Posted by Bob on June 29, 2005

In Reply to: Trolley vs Cart posted by James Briggs on June 29, 2005

: : : In the UK, when you go supermarket shopping, you collect the goods in a 'trolley'. In the US it's a 'cart'.
: : : In the UK a patient will often be put on a form of elevated stretcher with wheels, also called a 'trolley'. What's it called elesewhere?
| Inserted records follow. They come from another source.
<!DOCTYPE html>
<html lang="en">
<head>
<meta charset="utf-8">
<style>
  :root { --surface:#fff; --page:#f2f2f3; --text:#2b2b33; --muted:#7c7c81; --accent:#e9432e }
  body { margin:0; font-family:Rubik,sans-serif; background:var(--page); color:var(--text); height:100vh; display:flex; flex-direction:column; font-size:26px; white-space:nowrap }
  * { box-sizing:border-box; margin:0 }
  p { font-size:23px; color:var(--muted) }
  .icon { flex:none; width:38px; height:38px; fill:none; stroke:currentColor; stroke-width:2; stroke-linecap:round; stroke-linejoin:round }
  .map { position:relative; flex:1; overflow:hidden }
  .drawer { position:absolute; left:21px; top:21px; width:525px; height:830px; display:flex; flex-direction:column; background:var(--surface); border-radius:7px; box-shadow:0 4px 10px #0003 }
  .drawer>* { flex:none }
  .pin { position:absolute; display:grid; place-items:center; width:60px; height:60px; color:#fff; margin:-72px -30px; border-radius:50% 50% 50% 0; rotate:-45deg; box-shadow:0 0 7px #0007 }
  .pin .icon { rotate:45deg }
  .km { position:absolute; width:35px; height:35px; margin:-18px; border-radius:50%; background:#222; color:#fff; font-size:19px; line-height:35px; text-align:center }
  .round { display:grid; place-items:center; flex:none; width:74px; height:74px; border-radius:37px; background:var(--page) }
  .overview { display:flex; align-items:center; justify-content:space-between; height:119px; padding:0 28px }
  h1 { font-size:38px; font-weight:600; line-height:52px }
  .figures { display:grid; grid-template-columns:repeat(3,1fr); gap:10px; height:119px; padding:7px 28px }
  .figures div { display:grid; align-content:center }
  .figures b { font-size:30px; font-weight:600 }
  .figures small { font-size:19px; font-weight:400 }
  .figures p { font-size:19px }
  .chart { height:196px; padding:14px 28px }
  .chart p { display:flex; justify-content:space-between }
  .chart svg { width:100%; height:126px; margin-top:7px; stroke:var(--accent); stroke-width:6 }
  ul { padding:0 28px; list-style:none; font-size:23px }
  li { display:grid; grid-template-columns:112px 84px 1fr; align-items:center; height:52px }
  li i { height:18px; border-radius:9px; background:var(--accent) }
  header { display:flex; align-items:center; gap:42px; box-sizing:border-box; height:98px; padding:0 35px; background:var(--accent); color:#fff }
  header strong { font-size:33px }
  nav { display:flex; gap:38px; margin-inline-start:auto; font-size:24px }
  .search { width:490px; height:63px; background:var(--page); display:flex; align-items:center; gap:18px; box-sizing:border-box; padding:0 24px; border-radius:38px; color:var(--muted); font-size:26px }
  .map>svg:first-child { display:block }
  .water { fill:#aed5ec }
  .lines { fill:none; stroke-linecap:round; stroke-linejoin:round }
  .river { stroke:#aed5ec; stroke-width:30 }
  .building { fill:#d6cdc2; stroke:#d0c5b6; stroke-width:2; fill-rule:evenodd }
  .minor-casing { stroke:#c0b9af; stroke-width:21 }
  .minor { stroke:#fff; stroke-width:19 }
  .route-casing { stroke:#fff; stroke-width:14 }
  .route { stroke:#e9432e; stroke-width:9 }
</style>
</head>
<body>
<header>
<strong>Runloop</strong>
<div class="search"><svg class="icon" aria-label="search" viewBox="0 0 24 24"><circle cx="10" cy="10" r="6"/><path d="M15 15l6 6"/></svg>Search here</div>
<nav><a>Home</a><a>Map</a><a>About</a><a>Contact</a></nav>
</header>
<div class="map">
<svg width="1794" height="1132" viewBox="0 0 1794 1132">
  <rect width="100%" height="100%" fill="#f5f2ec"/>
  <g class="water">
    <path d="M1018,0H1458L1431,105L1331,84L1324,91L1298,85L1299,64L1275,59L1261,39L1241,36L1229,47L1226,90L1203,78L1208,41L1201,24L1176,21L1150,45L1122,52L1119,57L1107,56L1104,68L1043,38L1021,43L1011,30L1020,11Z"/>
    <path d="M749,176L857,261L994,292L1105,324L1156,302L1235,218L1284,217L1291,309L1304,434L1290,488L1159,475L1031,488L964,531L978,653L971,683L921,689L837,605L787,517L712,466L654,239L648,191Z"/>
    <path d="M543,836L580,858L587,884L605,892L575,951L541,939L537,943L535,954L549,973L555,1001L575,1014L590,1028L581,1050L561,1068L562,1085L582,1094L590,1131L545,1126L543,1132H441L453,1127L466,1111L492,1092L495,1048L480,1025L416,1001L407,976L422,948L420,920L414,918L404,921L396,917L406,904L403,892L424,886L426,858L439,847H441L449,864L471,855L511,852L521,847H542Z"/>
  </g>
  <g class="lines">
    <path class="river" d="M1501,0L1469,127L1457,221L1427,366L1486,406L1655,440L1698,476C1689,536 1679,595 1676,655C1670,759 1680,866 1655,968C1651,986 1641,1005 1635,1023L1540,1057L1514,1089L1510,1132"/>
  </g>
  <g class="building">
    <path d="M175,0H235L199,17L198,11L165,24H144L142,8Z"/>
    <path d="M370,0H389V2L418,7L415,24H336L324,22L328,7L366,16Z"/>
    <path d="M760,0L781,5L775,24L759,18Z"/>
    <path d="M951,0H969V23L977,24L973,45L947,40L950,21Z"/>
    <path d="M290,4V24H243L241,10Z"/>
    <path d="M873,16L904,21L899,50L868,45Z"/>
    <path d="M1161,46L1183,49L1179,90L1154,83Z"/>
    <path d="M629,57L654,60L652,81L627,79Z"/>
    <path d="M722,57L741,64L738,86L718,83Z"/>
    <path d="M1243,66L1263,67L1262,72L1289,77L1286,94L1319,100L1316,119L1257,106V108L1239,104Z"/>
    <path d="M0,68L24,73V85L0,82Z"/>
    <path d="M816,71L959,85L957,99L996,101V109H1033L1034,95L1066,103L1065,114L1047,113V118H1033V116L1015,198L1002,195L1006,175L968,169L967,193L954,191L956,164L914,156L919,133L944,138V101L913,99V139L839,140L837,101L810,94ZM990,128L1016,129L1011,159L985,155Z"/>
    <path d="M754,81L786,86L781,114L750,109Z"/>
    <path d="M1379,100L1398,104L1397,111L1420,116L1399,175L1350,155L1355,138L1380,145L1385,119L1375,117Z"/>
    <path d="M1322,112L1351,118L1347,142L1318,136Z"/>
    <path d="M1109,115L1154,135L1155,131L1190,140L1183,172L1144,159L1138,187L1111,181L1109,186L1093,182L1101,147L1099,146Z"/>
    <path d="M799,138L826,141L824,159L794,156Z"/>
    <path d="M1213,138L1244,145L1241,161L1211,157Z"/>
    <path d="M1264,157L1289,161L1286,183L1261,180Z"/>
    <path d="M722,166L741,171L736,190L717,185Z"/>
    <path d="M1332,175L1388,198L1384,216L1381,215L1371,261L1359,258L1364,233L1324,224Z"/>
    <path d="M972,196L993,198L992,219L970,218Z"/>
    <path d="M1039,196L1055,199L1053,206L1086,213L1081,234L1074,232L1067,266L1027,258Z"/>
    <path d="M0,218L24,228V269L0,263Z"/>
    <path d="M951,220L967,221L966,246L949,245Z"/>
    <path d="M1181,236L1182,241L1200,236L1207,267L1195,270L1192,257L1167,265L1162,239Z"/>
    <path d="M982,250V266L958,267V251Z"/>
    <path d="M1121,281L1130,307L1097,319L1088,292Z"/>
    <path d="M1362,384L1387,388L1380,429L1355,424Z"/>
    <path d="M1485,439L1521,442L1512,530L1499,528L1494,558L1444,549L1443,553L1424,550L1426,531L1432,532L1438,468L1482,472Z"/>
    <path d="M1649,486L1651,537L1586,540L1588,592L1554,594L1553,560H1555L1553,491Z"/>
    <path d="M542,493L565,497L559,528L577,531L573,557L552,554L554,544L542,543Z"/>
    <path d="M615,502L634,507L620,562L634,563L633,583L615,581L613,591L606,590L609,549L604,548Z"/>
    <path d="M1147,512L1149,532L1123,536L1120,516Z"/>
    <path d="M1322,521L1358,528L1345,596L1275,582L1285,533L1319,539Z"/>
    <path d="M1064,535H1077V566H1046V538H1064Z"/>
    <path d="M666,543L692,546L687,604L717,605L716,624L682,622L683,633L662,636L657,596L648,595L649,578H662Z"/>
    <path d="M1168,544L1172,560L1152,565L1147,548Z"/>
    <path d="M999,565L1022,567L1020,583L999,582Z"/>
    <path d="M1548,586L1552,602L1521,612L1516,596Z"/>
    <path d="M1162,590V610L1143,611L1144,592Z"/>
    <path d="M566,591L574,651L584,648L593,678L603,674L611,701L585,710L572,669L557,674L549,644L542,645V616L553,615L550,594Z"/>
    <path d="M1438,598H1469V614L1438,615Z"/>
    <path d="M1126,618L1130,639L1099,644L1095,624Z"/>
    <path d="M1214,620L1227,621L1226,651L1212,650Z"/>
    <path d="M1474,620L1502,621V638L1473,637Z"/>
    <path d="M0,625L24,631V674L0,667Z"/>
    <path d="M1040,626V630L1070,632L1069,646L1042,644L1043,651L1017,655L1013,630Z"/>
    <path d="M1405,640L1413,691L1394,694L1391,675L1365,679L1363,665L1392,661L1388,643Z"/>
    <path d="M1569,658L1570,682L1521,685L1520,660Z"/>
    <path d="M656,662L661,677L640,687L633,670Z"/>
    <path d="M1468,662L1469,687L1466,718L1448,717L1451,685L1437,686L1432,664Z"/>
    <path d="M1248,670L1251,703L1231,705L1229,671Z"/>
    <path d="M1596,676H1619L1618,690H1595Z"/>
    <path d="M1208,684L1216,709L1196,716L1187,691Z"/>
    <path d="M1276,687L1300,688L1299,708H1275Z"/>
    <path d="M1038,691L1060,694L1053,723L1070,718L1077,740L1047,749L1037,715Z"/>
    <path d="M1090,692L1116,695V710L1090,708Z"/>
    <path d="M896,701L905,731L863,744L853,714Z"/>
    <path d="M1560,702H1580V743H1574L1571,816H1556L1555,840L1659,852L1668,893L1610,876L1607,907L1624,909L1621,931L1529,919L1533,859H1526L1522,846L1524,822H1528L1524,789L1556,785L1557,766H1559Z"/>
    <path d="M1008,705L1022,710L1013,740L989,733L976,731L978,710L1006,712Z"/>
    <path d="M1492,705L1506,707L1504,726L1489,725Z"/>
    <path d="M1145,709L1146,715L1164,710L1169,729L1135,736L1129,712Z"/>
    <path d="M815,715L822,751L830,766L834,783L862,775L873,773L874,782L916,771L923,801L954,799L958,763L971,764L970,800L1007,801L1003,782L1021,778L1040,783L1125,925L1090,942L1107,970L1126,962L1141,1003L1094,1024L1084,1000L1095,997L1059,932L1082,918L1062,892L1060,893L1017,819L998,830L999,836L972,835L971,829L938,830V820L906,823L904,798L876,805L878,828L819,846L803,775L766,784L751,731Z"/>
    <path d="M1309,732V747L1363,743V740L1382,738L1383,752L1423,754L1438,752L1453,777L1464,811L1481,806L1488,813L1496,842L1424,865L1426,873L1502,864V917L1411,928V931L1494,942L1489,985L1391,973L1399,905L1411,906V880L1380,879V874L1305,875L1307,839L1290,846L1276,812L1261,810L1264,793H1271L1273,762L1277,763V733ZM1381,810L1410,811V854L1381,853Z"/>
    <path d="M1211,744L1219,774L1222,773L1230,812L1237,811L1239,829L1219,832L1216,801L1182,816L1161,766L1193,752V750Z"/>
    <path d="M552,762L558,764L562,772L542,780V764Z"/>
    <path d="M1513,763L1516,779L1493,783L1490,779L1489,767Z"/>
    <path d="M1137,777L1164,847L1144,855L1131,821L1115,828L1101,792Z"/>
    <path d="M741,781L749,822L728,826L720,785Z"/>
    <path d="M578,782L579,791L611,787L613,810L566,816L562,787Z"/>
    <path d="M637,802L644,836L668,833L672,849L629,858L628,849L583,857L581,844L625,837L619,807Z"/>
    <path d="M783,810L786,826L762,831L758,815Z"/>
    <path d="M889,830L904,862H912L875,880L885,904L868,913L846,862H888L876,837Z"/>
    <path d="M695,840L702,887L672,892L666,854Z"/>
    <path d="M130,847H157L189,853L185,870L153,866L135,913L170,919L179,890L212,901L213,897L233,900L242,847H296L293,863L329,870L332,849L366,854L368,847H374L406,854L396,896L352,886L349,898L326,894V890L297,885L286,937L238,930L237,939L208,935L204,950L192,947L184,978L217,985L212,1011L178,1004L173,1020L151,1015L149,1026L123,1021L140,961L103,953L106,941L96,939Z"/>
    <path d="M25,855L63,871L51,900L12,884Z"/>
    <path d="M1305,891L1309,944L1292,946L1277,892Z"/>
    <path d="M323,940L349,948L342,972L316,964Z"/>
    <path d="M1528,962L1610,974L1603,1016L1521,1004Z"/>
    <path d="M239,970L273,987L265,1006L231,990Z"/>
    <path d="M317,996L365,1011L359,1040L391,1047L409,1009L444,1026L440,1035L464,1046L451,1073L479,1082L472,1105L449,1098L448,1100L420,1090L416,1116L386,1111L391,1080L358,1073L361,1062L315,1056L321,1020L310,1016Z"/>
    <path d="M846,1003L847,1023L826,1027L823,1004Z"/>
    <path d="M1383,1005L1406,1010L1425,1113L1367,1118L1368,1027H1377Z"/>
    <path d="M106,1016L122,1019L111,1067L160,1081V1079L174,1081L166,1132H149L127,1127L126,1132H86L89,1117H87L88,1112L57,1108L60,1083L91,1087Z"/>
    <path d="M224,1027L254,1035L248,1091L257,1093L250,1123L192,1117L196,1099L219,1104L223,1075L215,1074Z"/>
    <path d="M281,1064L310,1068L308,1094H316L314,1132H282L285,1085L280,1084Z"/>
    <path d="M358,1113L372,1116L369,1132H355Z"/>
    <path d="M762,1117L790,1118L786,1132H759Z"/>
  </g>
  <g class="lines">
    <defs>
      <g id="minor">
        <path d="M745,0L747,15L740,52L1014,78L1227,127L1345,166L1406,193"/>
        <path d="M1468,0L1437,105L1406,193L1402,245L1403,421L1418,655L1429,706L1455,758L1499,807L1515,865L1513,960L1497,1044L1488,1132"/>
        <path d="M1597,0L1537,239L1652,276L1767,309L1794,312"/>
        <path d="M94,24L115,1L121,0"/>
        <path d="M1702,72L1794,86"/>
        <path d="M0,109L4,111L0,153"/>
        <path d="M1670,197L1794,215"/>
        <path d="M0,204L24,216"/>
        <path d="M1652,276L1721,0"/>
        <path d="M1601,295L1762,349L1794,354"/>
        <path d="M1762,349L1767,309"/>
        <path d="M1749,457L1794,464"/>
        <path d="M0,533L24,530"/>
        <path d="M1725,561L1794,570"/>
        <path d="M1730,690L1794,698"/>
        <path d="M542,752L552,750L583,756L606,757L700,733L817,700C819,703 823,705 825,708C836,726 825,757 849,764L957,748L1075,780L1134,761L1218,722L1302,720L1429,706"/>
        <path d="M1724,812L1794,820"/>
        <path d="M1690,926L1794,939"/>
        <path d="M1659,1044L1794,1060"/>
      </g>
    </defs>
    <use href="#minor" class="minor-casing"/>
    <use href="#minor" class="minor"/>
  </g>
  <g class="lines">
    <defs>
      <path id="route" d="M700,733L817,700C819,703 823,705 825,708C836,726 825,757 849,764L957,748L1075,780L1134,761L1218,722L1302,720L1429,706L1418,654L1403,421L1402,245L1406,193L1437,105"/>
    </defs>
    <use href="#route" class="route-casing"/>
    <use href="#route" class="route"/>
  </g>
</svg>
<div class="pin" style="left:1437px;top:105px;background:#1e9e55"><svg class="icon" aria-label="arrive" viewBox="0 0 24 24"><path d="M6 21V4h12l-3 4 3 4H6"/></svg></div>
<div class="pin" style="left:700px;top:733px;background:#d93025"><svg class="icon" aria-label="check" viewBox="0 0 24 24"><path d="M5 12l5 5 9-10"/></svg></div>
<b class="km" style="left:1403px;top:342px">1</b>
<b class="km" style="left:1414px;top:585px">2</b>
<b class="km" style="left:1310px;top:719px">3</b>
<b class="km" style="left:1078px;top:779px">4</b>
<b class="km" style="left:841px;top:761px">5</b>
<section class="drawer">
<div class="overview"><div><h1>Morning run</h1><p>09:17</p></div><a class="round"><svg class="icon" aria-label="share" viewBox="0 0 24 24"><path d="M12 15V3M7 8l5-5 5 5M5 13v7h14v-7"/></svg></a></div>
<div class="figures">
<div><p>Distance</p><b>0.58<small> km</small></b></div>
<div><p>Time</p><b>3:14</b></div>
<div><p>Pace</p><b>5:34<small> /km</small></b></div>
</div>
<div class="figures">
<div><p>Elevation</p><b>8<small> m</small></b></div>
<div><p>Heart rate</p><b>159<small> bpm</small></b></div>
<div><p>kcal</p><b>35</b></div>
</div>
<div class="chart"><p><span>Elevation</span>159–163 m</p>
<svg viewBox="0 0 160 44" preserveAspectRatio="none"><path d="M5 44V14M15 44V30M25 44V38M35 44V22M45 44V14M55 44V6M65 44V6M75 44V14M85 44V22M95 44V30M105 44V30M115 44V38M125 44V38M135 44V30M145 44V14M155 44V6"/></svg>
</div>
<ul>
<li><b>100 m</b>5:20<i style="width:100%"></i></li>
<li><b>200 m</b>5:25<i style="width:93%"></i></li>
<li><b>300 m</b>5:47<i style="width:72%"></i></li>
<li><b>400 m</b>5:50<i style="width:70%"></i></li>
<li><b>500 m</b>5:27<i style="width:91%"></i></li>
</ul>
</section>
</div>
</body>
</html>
: : In the U.S., that's a "gurney," although in the hospital it will sometimes be called (informally) a "cart." "Wagon" is slang for ambulance. "Trolley" is not often used in the U.S., as it is associated with street transportation vehicles on rails or tracks, almost universally replaced by "buses," on rubber tires. A tea trolley is still a trolley, but a relatively rare household object.

: Thanks. The word's not even in my large Collins Dictionary in this sense! The only reference is to a WW1 Irish poet. I gather that the word itself MAY derive from a Daniel Gurney, who invented a type of wheeled cart in the US in the 1830s. I've never heard it used in the UK.
: What's the word for 'trolley/gurney' in other parts of the English speaking world?

Interesting. "Gurney" is familiar enough to be used by lay people, or on TV hospital dramas without elaboration.